Microscopy of liposome binding.

Formalin-fixed or live fungal cells were incubated with liposomes in liposome dilution buffer LDB1 (PBS [pH 7.2], 5% BSA, 1 mM 2-mercaptoethanol, 5 mM EDTA) at 23°C. Unbound liposomes washed out after 15 min to 1 h of incubation with 4 changes of LDB1. Images of rhodamine red fluorescent liposomes, EGFP-labeled A. fumigatus, and differential interference contrast (DIC)-illuminated cells were taken on microscope slides under oil immersion at a magnification of ×63 on a Leica DM6000B automated microscope. Five or six Z-stack images were recorded at 1-μm intervals and merged in Adobe Photoshop CC2018 using the Linear Dodge method. Bright-field and red and green fluorescent images were taken directly of cells on microtiter plates at magnifications of ×20 and ×40 on an Olympus IX70 inverted microscope and an Olympus PEN E-PL7 digital camera, and the bright-field and/or colored layers were merged in Photoshop.

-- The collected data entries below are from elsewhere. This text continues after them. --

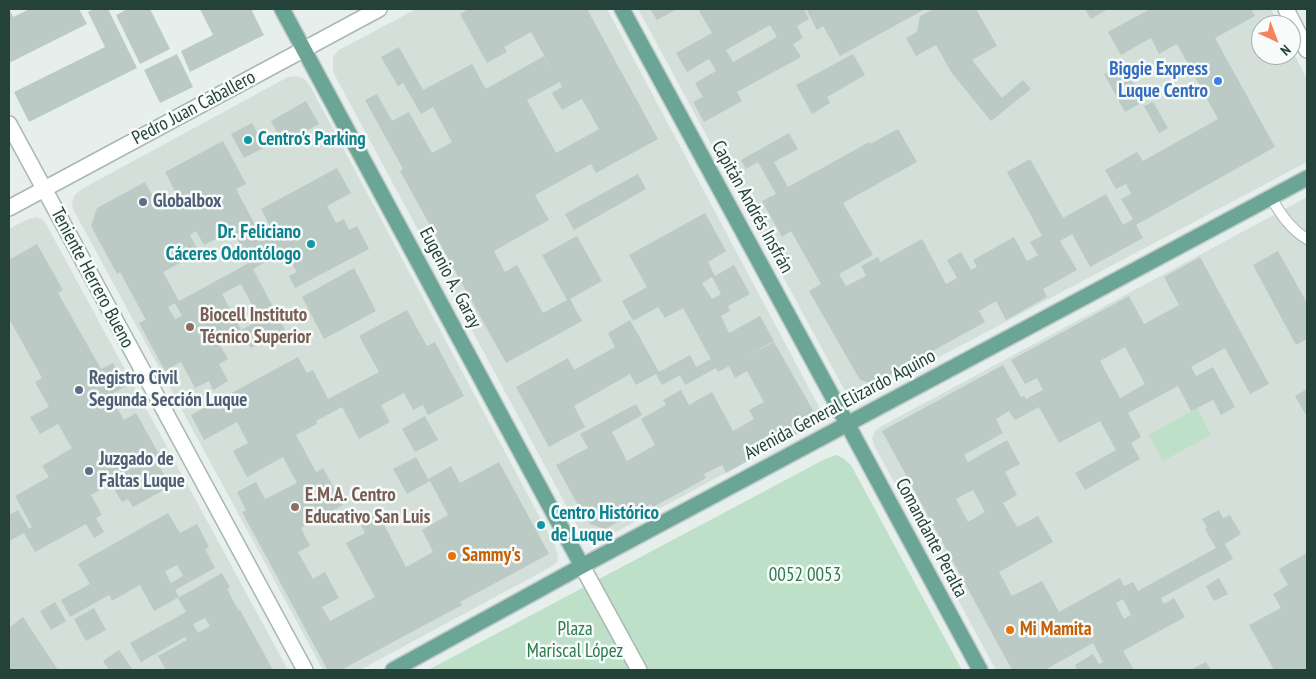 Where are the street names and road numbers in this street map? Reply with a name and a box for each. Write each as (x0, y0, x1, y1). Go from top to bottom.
street label: Pedro Juan Caballero (128, 66, 260, 150)
street label: Capitán Andrés Insfrán (706, 137, 798, 277)
street label: Teniente Herrero Bueno (45, 204, 139, 352)
street label: Eugenio A. Garay (414, 224, 486, 332)
street label: Avenida General Elizardo Aquino (740, 345, 940, 465)
street label: Comandante Peralta (890, 474, 972, 602) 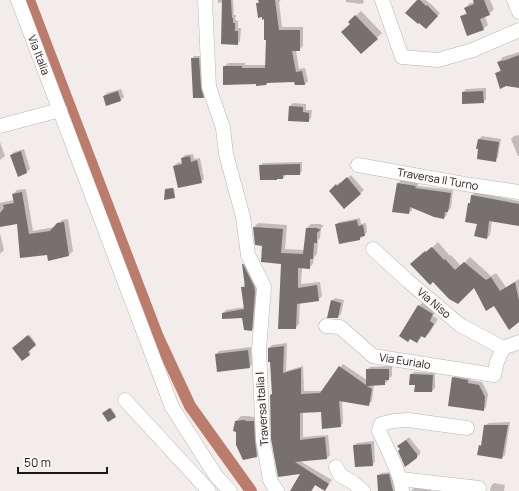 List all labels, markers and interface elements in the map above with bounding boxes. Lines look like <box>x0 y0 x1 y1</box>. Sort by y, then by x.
street label: Via Italia <box>25 33 54 77</box>
street label: Traversa II Turno <box>396 164 480 193</box>
street label: Via Niso <box>414 284 455 321</box>
street label: Via Eurialo <box>378 349 432 372</box>
street label: Traversa Italia I <box>251 371 272 447</box>
scale bar <box>18 449 107 475</box>
text: 50 m <box>24 454 51 471</box> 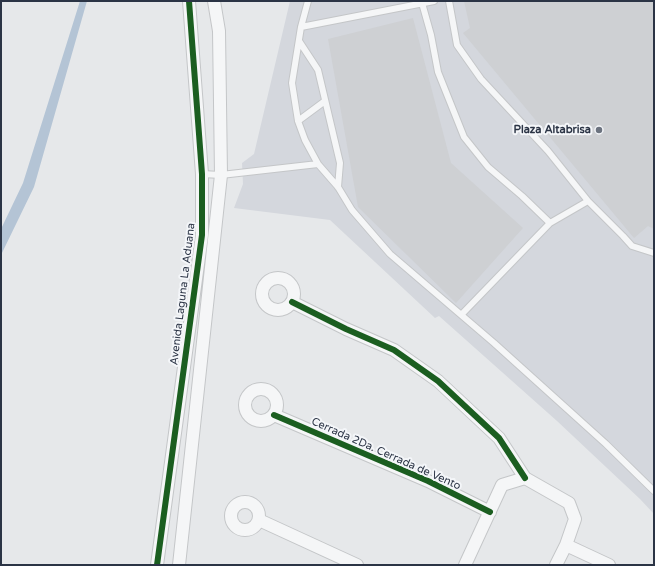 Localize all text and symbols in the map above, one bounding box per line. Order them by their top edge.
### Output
place label: Plaza Altabrisa [514,123,591,137]
marker: Plaza Altabrisa [594,125,604,135]
street label: Avenida Laguna La Aduana [168,222,198,366]
street label: Cerrada 2Da. Cerrada de Vento [309,415,463,493]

Cell growth and viability assays.

Liposomal stocks were stored at 900 μM AmB and diluted first 5- to 10-fold into liposome dilution buffer LDB2 (PBS [pH 7.2], 0.5% BSA, 1 mM 2-mercaptoethanol) and then into growth medium to achieve the desired final AmB concentrations. Control cells received an equivalent amount of LDB2. CellTiter-Blue cell viability assays were conducted as per the manufacturer’s instructions (Promega; document G8080) using 20 μl of resazurin reagent to treat 100 μl of fungal or animal cells in growth medium and incubating for 2 to 4 h at 37°C. Red fluorescence of electrochemically reduced resorufin product (excitation wavelength, 485 nm; emission wavelength, 590 nm) was measured in a Biotek Synergy HT microtiter plate reader. Data from six wells were averaged for each data point and standard errors calculated. Data for germination and hyphal length assays were collected manually from multiple photographic images taken at magnifcations of ×10 and/or ×20.